Aderendo al più recente orientamento che ha ritenuto legittimo lo scopo perseguito
dall’imprenditore di risparmiare sui costi mediante il licenziamento anche in assenza di uno stato di crisi, la pronuncia in commento ha tuttavia fissato quale elemento dirimente la motivazione fornita dall’imprenditore.


In altri termini, nella specie, era stato accertato che il datore di lavoro aveva motivato il
licenziamento oggetto di controversia sulla base di un presunto andamento economico negativo dell’impresa. Tale crisi, tuttavia, non aveva trovato alcun riscontro. Da ciò la Suprema Corte ha potuto concludere per la illegittimità del licenziamento. Lungi dal ritenere priva di meritevolezza la esigenza dell’imprenditore di perseguire una migliore efficienza gestionale anche mediante la riduzione del personale, la Cassazione ha ritenuto tuttavia che ove l’imprenditore deduca uno stato di difficoltà dell’azienda, ciò deve trovare riscontro in ossequio ai principi di effettività, non pretestuosità e coerenza logica. Di conseguenza, pur non essendo più ritenuta necessaria la crisi dell’impresa perché il licenziamento sia legittimo, ove tale elemento fattuale sia dedotto a giustificazione del provvedimento, esso torna ad essere requisito di legittimità dello stesso.

In conclusione, è sempre importante farsi assistere da un legale in caso di licenziamento. Le motivazioni dedotte nella lettera di licenziamento sono infatti elemento dirimente per stabilite la legittimità o meno dello stesso.

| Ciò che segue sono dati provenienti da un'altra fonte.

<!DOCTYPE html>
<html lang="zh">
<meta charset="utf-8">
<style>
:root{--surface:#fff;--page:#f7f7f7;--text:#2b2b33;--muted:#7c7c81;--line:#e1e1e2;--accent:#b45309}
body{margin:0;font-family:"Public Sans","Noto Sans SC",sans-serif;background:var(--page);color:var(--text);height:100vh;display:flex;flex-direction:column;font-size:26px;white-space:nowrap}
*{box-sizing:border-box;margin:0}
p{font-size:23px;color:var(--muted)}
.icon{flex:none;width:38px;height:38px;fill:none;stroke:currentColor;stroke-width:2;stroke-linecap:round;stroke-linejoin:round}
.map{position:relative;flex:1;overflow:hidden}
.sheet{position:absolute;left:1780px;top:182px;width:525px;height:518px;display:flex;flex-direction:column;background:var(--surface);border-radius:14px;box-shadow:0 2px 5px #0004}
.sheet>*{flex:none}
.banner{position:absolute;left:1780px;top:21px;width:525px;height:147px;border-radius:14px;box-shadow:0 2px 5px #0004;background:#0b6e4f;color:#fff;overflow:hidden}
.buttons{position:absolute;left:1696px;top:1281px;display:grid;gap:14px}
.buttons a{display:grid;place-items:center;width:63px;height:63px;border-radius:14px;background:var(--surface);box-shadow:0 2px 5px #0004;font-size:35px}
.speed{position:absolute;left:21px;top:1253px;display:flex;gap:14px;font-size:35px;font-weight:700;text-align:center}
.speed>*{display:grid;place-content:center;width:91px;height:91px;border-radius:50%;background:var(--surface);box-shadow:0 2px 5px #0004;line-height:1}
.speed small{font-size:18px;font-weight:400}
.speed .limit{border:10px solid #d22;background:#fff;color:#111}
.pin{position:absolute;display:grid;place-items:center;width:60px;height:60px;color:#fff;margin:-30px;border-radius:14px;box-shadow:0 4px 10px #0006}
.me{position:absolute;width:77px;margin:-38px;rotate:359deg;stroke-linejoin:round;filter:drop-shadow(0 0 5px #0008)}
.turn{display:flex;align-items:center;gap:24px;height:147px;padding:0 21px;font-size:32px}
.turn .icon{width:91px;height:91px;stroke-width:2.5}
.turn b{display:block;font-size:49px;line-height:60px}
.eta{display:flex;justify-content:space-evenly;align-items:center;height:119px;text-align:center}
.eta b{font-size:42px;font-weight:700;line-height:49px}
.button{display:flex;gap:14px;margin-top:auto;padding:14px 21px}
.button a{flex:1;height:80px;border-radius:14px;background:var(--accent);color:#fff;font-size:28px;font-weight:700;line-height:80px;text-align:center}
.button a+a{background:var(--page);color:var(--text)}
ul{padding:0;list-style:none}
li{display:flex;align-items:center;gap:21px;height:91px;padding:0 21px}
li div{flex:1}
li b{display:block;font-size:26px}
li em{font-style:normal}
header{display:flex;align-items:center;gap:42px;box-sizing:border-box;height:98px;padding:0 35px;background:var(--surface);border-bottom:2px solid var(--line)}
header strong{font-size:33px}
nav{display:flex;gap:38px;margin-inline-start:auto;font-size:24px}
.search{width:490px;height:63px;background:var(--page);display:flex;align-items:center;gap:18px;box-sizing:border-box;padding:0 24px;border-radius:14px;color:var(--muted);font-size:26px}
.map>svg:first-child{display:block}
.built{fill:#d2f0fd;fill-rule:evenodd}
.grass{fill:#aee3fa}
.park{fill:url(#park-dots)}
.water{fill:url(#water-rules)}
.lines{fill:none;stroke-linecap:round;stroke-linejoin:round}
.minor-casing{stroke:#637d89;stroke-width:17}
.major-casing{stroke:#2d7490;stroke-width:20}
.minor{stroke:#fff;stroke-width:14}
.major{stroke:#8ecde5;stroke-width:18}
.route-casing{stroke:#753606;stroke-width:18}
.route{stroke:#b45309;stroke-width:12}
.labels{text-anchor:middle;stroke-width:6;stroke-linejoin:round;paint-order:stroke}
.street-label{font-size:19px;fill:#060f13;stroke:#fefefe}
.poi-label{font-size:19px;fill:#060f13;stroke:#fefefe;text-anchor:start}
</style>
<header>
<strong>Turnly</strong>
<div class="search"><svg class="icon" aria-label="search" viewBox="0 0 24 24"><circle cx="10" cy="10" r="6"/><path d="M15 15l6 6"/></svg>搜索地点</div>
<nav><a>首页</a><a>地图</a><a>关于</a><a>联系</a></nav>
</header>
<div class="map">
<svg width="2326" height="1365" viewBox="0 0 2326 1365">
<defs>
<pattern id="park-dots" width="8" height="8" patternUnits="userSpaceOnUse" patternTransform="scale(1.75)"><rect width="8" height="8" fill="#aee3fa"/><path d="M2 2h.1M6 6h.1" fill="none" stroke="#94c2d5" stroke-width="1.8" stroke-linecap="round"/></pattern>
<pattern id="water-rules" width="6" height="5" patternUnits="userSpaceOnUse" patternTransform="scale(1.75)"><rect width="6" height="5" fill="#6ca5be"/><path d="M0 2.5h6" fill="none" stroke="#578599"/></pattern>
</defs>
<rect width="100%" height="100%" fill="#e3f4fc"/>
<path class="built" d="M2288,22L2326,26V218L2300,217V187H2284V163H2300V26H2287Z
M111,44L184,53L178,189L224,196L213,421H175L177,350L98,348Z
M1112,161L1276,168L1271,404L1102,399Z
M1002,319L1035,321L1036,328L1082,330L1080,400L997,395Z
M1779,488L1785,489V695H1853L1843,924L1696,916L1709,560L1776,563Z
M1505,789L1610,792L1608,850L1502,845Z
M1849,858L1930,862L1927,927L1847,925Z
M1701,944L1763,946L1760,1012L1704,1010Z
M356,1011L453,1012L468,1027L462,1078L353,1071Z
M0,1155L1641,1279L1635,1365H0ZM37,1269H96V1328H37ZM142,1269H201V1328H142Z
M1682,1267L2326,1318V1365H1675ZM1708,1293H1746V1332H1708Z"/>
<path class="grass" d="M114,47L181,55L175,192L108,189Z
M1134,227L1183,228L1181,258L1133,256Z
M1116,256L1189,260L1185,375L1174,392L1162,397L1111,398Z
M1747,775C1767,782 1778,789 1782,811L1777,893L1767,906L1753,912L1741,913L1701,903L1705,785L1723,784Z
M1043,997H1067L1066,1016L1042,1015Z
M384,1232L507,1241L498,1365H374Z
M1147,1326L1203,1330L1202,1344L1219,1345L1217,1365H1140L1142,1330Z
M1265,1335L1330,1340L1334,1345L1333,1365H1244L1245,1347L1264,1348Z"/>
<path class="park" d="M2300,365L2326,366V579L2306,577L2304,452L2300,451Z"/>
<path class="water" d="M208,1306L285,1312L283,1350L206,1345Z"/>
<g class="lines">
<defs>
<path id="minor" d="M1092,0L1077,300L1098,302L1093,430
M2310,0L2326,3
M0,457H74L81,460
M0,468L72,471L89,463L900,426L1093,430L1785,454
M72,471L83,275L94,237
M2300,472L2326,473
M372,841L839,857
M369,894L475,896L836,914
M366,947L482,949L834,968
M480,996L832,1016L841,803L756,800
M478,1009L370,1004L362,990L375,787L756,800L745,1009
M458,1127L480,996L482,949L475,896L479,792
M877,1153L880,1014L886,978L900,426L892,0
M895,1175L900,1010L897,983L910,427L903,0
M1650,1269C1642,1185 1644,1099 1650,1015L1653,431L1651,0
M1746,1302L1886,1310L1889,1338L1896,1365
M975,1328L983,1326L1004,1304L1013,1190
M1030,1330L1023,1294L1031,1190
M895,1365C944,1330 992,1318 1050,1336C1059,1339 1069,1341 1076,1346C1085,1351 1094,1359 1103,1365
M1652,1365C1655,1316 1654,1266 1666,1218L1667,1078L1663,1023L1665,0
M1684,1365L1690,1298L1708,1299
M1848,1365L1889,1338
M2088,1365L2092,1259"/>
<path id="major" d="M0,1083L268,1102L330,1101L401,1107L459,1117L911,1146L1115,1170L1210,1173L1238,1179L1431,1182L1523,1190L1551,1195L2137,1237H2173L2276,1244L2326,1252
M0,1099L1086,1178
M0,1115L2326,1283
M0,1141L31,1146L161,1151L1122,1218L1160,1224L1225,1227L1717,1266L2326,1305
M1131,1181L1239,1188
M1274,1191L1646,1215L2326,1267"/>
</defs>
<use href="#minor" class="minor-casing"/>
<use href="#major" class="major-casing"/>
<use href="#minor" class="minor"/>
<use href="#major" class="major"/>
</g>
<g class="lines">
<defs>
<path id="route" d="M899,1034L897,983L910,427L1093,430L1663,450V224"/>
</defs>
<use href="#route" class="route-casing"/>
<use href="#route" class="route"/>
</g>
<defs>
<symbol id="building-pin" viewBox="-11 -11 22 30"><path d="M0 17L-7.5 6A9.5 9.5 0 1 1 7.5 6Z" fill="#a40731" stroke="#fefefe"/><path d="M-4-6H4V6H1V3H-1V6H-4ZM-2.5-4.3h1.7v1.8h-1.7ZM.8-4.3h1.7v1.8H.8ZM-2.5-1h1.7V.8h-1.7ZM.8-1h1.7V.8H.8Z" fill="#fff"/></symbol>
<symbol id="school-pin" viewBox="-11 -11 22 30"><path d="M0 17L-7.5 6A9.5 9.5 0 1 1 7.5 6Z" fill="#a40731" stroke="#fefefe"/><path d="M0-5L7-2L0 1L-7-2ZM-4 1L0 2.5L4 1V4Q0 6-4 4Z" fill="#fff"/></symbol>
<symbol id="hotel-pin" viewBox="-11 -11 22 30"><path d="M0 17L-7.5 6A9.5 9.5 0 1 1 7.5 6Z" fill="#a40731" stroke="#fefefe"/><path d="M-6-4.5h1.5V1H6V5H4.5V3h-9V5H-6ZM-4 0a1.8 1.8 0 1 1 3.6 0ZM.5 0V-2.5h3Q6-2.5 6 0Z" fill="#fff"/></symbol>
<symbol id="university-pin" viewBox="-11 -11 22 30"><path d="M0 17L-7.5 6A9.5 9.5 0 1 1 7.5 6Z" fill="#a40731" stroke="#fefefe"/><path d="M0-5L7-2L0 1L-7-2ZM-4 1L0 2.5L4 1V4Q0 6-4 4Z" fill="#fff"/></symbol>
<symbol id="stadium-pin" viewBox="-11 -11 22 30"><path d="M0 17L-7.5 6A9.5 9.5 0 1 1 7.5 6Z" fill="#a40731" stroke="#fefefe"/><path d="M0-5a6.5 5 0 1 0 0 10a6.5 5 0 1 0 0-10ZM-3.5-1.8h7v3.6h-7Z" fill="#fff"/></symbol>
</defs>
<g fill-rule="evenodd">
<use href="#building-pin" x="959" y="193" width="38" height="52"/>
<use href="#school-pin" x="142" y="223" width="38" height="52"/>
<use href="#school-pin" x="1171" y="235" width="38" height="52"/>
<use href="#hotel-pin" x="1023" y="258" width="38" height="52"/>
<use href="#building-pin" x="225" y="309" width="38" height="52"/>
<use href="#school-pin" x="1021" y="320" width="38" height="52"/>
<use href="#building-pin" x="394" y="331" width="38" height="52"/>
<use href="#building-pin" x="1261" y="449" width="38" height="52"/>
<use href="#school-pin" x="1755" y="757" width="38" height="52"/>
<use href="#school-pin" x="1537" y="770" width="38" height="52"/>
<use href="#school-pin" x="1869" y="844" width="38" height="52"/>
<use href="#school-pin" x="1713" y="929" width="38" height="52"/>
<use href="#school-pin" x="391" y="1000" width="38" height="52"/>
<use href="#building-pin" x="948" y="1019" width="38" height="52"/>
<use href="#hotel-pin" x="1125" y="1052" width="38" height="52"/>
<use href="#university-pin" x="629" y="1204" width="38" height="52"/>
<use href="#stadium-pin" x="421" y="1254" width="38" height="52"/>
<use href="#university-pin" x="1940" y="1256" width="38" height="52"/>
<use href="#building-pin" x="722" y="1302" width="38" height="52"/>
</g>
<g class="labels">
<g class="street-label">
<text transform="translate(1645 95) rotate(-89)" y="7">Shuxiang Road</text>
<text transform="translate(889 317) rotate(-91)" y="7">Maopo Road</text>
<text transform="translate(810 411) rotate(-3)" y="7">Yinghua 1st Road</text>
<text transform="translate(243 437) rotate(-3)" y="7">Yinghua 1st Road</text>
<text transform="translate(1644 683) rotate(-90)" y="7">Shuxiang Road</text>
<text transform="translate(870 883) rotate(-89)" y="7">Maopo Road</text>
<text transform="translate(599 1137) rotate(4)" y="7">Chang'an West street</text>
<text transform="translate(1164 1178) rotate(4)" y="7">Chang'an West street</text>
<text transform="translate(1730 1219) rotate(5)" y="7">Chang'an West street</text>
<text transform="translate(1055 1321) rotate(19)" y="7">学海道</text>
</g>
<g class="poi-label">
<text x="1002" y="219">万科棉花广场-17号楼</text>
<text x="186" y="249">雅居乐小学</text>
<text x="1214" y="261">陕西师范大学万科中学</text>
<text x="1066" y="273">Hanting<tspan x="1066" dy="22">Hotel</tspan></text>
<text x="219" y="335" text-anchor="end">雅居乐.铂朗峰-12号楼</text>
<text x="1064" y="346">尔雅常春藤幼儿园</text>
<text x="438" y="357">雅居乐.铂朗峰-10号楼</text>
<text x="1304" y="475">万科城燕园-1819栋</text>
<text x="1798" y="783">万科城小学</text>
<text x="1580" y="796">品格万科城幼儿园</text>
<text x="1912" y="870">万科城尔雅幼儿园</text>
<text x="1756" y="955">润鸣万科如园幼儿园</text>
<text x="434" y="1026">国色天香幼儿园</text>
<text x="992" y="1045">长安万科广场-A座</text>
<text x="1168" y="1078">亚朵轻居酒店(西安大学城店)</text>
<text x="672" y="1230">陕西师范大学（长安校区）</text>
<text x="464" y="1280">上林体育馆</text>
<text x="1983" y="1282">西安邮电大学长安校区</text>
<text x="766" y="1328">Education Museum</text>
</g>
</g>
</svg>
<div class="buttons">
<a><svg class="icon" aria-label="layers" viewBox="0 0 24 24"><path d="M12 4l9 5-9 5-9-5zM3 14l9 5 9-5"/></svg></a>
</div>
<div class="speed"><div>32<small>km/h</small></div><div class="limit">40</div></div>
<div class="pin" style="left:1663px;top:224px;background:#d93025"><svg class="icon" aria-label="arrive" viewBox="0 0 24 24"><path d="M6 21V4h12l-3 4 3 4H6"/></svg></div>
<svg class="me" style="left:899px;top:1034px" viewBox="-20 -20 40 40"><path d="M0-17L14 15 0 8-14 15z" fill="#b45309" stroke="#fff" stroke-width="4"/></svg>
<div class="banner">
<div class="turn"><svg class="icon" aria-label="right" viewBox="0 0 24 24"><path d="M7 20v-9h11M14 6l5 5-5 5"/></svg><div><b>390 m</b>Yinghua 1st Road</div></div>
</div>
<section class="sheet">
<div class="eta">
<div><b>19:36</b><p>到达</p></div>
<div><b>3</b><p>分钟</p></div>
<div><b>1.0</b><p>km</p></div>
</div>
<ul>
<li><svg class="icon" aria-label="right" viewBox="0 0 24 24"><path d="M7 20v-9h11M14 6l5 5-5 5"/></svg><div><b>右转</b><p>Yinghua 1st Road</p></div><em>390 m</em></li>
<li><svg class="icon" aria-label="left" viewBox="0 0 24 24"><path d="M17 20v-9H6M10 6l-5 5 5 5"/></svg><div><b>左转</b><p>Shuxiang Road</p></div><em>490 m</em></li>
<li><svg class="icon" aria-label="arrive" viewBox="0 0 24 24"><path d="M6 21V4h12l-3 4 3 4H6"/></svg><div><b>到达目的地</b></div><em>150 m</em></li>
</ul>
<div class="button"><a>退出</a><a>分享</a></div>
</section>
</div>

Di seguito il principio di diritti sancito dalla Cassazione:
“Ai fini della legittimità del licenziamento individuale per giustificato motivo oggettivo,
l’andamento economico negativo dell’azienda non costituisce un presupposto fattuale che il datore di lavoro debba necessariamente provare, essendo sufficiente che le ragioni inerenti all’attività produttiva ed all’organizzazione del lavoro, comprese quelle dirette ad una migliore efficienza gestionale ovvero ad un incremento della redditività, determinino un effettivo mutamento dell’assetto organizzativo attraverso la soppressione di un’individuata posizione lavorativa; ove, però, il recesso sia motivato dall’esigenza di far fronte a situazioni economiche sfavorevoli o a spese di carattere straordinario, ed in giudizio se ne accerti, in concreto, l’inesistenza, il licenziamento risulterà ingiustificato per la mancanza di veridicità e la pretestuosità della causale addotta. Lo ha ribadito la Corte di cassazione in una recente pronuncia”.